How Should the Virtual Assistant Provide a Solution to the Caller?

We were also interested in whether participants preferred getting the solutions by voice over the telephone or through email (see Figure 5). The virtual assistant always provided the option to the participant to provide the solution over the phone or through email. Many participants preferred a voice solution over an email solution for simpler problems with a smaller number of steps, as it was easier to listen to the solution than to toggle screens. For more complex solutions with a larger number of steps, such as more than six steps, email was noted by some participants to be a better format as they could refer to it later on. Some participants always wanted both a phone solution with an email solution so they could refer to the email solution later or use the voice solution in case they could not get onto the network.

Virtual assistant instruction flow based on yes and no answers and repeat, send, and continue instructions.

Figure 5. Virtual assistant call flowchart.

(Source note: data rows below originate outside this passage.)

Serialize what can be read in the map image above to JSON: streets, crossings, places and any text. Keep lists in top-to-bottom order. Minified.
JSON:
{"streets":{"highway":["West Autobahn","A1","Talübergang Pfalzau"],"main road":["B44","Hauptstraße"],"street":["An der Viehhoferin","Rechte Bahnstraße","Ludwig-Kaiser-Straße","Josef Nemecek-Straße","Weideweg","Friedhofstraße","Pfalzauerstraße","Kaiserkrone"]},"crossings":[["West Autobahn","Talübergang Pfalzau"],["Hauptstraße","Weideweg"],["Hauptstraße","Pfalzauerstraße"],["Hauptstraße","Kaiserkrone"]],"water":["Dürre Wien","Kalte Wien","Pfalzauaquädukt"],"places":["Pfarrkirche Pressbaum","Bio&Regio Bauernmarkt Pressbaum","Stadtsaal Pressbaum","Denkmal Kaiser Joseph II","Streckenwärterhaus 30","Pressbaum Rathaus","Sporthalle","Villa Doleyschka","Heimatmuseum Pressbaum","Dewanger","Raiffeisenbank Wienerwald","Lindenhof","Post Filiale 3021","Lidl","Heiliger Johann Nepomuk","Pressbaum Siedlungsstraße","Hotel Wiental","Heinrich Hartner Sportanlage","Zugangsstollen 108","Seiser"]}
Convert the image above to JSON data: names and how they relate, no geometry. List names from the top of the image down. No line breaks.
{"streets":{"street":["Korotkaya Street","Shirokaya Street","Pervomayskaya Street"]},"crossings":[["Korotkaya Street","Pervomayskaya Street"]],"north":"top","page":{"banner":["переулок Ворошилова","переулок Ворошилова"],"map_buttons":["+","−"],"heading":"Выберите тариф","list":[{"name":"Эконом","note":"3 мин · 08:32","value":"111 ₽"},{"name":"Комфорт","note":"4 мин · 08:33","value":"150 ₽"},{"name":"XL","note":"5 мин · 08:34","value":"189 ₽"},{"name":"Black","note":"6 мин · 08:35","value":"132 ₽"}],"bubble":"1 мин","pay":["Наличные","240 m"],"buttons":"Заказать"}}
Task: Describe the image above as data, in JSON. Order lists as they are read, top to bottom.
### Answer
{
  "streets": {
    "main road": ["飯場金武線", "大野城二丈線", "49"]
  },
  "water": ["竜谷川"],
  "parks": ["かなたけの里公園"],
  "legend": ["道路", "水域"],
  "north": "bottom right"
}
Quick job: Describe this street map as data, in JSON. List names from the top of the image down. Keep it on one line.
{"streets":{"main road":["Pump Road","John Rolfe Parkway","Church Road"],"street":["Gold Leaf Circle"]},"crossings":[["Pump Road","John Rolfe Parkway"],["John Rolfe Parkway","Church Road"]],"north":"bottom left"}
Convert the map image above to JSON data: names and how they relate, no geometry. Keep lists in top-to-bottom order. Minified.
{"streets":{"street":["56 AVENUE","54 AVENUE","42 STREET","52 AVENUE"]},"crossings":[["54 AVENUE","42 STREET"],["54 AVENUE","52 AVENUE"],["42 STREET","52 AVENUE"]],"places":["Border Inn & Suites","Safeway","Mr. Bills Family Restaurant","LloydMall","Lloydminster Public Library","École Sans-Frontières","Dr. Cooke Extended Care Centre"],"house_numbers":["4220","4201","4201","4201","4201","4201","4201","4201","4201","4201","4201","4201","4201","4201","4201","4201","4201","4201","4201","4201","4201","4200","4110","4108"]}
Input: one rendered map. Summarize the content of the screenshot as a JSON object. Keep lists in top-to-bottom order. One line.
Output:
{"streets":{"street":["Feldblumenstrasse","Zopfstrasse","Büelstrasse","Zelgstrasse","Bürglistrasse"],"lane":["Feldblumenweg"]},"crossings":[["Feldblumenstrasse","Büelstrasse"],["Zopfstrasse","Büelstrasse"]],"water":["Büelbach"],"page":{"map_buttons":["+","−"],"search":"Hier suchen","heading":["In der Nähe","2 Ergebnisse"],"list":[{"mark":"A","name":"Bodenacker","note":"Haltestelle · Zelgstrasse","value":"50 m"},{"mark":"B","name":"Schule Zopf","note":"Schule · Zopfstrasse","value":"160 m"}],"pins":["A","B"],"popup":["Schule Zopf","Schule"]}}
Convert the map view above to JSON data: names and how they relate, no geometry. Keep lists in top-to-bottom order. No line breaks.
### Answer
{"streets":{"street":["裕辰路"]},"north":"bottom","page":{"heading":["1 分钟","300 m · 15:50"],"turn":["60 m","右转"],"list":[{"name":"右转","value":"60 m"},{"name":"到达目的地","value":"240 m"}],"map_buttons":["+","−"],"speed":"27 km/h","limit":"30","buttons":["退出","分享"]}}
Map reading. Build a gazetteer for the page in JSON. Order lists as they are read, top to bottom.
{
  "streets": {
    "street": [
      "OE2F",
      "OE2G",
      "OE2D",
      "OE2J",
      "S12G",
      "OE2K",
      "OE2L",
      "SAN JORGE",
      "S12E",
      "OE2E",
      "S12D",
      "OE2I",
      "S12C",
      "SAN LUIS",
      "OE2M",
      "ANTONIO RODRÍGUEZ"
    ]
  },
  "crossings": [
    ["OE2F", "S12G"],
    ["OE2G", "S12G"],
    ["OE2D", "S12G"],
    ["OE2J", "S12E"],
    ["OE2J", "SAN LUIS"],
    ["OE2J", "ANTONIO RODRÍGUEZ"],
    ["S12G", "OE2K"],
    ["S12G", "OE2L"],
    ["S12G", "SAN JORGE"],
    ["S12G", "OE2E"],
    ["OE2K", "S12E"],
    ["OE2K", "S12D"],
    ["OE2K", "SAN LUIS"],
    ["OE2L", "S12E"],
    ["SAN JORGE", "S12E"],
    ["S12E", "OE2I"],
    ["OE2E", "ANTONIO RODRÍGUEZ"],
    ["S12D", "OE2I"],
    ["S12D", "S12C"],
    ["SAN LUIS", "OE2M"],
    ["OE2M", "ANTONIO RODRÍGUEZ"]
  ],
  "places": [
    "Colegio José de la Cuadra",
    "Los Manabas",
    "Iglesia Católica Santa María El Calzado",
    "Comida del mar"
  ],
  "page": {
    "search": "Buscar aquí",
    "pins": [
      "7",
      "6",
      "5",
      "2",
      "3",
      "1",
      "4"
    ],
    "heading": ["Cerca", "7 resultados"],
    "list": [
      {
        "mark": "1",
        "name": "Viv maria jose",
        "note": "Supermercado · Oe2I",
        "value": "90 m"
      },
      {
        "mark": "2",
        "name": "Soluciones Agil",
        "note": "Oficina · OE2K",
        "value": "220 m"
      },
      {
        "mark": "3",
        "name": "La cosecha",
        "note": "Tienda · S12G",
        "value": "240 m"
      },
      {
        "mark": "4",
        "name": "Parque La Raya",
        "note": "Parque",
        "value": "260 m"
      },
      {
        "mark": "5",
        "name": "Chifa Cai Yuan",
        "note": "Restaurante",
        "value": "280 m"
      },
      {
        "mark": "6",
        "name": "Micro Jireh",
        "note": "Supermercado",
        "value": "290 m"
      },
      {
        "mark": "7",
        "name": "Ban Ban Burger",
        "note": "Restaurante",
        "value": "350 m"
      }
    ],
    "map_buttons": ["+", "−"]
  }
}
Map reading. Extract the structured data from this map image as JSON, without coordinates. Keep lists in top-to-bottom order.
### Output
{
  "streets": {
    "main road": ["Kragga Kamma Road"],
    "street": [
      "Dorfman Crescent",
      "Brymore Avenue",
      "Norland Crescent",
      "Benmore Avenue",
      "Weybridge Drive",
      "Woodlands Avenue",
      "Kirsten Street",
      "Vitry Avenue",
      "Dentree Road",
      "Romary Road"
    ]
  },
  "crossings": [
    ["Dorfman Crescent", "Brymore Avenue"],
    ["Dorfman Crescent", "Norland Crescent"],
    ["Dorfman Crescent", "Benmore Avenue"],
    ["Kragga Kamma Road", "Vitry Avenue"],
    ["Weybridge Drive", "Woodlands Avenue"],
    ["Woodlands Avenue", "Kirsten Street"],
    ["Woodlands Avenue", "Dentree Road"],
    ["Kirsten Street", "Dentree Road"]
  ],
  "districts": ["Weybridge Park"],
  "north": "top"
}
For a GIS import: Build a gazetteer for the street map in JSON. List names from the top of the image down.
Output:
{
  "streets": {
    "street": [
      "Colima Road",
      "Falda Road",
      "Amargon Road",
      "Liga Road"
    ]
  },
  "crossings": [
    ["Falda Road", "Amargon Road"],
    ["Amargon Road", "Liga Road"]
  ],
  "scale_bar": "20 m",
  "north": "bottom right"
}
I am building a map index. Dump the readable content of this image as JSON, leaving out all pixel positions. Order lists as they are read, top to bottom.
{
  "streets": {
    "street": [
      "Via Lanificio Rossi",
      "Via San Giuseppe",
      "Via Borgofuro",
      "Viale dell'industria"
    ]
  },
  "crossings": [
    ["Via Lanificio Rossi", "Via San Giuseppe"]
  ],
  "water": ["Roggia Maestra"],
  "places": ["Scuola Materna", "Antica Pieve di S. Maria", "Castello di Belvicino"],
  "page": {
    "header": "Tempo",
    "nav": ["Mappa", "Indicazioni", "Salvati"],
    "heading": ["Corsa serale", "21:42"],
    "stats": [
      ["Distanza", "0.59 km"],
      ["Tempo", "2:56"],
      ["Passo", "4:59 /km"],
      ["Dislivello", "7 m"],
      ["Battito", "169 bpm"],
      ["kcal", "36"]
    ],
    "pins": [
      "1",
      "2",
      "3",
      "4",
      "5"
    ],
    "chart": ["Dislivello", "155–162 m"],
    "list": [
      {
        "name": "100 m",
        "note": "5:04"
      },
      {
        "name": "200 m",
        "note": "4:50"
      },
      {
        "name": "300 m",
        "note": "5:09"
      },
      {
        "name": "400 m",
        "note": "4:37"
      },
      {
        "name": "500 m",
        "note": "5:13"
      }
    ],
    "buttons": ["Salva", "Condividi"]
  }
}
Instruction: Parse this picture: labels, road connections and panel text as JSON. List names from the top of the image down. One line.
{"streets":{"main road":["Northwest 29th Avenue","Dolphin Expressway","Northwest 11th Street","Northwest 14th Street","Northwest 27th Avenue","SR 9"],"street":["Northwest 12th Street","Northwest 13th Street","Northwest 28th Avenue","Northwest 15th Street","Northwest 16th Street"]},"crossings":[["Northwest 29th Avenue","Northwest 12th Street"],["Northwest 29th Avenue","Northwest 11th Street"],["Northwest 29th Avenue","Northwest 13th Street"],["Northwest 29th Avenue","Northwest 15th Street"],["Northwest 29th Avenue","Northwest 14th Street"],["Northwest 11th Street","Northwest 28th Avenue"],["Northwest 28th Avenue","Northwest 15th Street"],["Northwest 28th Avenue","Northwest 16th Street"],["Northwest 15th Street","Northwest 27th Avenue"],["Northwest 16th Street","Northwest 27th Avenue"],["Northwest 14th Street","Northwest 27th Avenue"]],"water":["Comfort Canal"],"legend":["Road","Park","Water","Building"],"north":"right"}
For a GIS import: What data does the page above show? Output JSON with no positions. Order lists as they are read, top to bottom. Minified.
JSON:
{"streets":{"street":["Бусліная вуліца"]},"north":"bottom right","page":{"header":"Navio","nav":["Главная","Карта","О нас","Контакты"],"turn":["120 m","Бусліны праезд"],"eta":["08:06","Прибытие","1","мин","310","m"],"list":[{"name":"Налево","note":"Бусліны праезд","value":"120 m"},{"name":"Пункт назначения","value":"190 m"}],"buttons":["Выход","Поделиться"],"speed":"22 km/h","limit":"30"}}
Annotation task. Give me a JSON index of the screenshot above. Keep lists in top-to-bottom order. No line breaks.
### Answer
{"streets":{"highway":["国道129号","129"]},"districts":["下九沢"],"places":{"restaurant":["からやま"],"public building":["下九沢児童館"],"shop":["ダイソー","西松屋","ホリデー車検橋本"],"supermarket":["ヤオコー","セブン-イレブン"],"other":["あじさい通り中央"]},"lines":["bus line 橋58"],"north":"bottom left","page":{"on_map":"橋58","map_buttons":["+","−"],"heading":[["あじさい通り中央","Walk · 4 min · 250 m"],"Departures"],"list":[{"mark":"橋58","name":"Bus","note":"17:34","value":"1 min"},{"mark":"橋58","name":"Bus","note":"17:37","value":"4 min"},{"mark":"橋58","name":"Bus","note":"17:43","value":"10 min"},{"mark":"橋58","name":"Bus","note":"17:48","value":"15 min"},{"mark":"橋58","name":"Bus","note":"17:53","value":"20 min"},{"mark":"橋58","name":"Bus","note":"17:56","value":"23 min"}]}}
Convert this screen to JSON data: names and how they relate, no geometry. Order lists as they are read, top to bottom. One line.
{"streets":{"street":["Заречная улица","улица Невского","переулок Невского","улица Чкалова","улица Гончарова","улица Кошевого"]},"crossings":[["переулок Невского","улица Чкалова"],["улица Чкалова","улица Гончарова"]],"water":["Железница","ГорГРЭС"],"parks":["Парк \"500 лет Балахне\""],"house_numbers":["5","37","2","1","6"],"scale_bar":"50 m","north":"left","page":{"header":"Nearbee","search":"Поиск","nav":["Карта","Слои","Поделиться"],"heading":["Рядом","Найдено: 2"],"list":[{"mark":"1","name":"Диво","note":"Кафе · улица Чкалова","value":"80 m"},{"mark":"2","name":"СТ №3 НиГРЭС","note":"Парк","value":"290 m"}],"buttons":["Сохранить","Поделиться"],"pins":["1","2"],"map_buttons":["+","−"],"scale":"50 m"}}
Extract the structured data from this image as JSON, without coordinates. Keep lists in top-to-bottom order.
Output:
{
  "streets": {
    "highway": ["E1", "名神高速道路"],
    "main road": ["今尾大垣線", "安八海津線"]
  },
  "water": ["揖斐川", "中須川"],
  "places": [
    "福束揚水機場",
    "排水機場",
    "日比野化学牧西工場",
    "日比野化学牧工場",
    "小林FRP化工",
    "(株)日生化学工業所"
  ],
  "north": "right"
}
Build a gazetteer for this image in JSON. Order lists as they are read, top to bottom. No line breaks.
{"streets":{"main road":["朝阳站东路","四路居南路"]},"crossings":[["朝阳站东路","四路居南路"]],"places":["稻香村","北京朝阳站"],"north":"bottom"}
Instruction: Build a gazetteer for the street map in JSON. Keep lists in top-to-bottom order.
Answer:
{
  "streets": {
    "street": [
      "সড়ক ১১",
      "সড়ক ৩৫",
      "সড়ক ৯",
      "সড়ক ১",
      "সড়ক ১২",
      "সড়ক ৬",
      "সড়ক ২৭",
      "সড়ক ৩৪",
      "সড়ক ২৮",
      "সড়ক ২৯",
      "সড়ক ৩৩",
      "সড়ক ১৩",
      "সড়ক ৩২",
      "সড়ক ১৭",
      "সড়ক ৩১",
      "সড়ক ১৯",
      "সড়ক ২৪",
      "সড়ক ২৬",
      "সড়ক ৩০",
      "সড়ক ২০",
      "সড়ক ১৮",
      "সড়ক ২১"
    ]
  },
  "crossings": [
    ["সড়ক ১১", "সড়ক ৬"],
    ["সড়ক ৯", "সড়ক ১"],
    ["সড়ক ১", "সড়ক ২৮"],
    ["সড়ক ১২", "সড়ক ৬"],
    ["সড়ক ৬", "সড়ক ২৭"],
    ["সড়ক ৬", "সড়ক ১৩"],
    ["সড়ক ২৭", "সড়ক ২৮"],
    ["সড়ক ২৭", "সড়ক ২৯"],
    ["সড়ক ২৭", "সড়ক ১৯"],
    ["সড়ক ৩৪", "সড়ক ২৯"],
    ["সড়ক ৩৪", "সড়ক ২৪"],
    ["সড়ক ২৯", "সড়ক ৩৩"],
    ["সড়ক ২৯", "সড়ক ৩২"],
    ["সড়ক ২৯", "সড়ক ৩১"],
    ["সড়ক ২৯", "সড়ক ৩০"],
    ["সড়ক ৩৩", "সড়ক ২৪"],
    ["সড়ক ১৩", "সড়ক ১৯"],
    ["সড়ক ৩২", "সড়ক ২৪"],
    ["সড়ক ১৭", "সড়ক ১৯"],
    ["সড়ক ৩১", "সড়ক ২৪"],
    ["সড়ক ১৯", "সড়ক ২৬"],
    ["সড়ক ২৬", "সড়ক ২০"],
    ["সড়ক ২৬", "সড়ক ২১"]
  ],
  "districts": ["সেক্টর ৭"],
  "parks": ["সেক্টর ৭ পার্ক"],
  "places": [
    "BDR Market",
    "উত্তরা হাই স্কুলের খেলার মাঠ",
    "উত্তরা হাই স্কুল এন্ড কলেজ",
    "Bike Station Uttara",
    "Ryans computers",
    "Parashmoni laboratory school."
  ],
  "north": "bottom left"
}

Challenges with Using a Virtual Assistant

During testing of the virtual assistant, we noted some issues mentioned by participants that were helpful for improving the design of the virtual assistant. The virtual assistant, as noted by some participants, did not always pick up their utterance if the exact words were not used (for example, “reset net client password”). Some participants noted that the solutions provided by the virtual assistant were too wordy, especially the welcome message, and that some of the solutions were redundant with an already existing help website that they may have visited before calling. Understanding URLs by voice was also challenging for some participants who noted that they were spoken too quickly or the special characters were unclear. Improvements were made to the virtual assistant so that it was more flexible to the utterance spoken and would recognize a wider vocabulary. For example, if the caller said “Wi-Fi” instead of “network,” it would recognize it as the same menu selection. Information was provided upfront to the caller in the event that the provided solution was too similar to information they may have already seen. The welcome message and solutions were further revised for clarity and made more concise. URLs provided by voice were spoken more slowly and emphasized special characters that were problematic.

Putting It All Together

When designing for voice, it is important that you user test the voice interactions early in the design process, focusing on the quality of the two-way conversations and the experience of the user or caller. After each user test session, incorporate the findings into a new and improved design. Ensure your voice user interface takes into account and respects the caller’s expectations, usage environments, and abilities. Ensure that best practices for designing voice user interfaces are followed in your design as much as possible.